A flask contains 3.00 moles of nitrogen and 3.00 moles of neon. How many grams of argon must be pumped into the flask in order to make the partial pressure of argon twice that of neon?
The partial pressure of individual gas in the gas mixture can be expressed the following way: Pi = Ptotal *xi, Where Pi – is the partial pressure of individual gas in the mixture; Ptotal – is the total pressure of the gas mixture; xi – is the mole fraction of individual gas in the mixture.
Mole fraction is number of moles of individual component divided by total number of moles in the mixture: xi = ni / ntotal.
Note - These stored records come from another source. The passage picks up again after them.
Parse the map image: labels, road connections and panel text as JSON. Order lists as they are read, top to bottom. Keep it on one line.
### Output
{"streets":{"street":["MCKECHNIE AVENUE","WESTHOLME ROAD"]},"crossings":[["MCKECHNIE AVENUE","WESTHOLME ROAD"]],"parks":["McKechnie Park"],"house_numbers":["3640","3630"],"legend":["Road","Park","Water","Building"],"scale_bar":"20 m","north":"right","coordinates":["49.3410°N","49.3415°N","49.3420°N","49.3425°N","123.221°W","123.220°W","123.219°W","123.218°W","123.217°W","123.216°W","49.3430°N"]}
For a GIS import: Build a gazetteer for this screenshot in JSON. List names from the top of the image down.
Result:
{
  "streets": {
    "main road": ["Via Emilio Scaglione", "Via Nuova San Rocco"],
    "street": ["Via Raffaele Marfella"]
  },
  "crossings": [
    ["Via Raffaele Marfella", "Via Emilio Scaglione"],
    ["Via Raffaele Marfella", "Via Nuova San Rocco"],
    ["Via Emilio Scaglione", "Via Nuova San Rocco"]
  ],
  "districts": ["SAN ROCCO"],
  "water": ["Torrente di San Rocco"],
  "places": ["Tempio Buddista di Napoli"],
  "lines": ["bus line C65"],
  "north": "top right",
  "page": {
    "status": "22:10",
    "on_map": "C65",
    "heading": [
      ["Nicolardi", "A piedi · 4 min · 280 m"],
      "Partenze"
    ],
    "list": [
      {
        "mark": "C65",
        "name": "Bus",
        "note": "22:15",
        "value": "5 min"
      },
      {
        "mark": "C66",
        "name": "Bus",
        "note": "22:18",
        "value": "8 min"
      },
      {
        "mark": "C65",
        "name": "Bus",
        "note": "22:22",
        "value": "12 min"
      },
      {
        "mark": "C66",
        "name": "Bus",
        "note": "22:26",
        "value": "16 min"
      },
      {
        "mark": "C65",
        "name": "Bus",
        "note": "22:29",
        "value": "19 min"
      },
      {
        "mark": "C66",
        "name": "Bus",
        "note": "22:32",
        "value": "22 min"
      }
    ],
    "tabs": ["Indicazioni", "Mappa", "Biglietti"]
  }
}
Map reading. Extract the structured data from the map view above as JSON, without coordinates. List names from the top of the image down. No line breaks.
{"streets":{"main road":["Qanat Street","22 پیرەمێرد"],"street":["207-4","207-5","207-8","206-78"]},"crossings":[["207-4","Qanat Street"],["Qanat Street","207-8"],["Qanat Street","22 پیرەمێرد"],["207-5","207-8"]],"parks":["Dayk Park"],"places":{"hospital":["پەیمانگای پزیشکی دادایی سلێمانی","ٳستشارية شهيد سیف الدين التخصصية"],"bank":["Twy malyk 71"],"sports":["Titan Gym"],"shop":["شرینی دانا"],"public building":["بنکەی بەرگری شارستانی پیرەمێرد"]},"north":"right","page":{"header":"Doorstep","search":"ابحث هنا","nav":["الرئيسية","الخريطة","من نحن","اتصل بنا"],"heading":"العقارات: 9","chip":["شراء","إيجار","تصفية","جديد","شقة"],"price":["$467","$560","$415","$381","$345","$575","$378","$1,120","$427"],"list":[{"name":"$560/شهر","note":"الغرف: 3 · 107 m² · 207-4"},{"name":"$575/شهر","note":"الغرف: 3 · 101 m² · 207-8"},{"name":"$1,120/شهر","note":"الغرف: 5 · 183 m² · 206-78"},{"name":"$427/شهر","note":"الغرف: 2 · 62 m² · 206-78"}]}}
Therefore Pi = Ptotal * ni / ntotal.
We see that partial pressure of the gas component is directly proportional to the number of moles of that gas in the mixture. So if we want the partial pressure of argon to be twice that of neon, than number of moles of argon should also be twice number of moles of neon. It is known that mixture contains 3.00 moles of neon. So we need to add 6.00 moles of argon. Argon has monoatomic molecule, so the mass of 1 mole of argon in grams equals to its atomic weight which is 39.95. Then 6.00 moles of argon have a mass (6.00 * 39.95) = 239.70 g.
Answer: 239.70 grams of argon must be pumped into the flask.